Your assignment>
Return every line of the listing that includes the string "callout".

★ ★ ★ ★

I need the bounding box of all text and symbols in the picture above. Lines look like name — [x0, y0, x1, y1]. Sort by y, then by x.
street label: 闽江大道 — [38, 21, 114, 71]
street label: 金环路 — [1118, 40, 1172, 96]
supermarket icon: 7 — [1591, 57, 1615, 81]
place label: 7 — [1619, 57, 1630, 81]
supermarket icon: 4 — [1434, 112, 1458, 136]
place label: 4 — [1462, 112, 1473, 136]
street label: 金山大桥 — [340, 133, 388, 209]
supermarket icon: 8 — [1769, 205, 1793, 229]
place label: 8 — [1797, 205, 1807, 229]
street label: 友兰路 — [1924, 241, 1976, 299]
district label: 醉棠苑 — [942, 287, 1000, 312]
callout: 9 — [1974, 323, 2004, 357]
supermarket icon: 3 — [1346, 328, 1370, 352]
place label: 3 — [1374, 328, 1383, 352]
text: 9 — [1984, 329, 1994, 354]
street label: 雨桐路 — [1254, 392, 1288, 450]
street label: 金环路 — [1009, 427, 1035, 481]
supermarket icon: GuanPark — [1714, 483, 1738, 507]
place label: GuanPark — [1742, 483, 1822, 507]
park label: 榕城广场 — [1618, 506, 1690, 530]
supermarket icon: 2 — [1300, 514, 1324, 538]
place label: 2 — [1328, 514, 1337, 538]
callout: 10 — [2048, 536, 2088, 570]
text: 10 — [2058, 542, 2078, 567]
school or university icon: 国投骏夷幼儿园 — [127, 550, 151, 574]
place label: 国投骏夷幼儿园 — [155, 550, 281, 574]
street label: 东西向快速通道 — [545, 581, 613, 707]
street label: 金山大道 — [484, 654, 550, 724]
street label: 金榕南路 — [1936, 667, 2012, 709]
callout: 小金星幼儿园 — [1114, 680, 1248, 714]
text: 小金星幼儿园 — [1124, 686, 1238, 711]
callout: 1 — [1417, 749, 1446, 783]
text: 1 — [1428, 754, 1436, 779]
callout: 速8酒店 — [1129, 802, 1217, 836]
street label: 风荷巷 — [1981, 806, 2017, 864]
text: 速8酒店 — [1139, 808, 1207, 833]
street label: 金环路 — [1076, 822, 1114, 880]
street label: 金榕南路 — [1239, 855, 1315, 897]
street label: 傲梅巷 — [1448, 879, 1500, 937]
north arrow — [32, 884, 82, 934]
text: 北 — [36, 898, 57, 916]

★ ★ ★ ★

Response to the task>
callout: 9 — [1974, 323, 2004, 357]
callout: 10 — [2048, 536, 2088, 570]
callout: 小金星幼儿园 — [1114, 680, 1248, 714]
callout: 1 — [1417, 749, 1446, 783]
callout: 速8酒店 — [1129, 802, 1217, 836]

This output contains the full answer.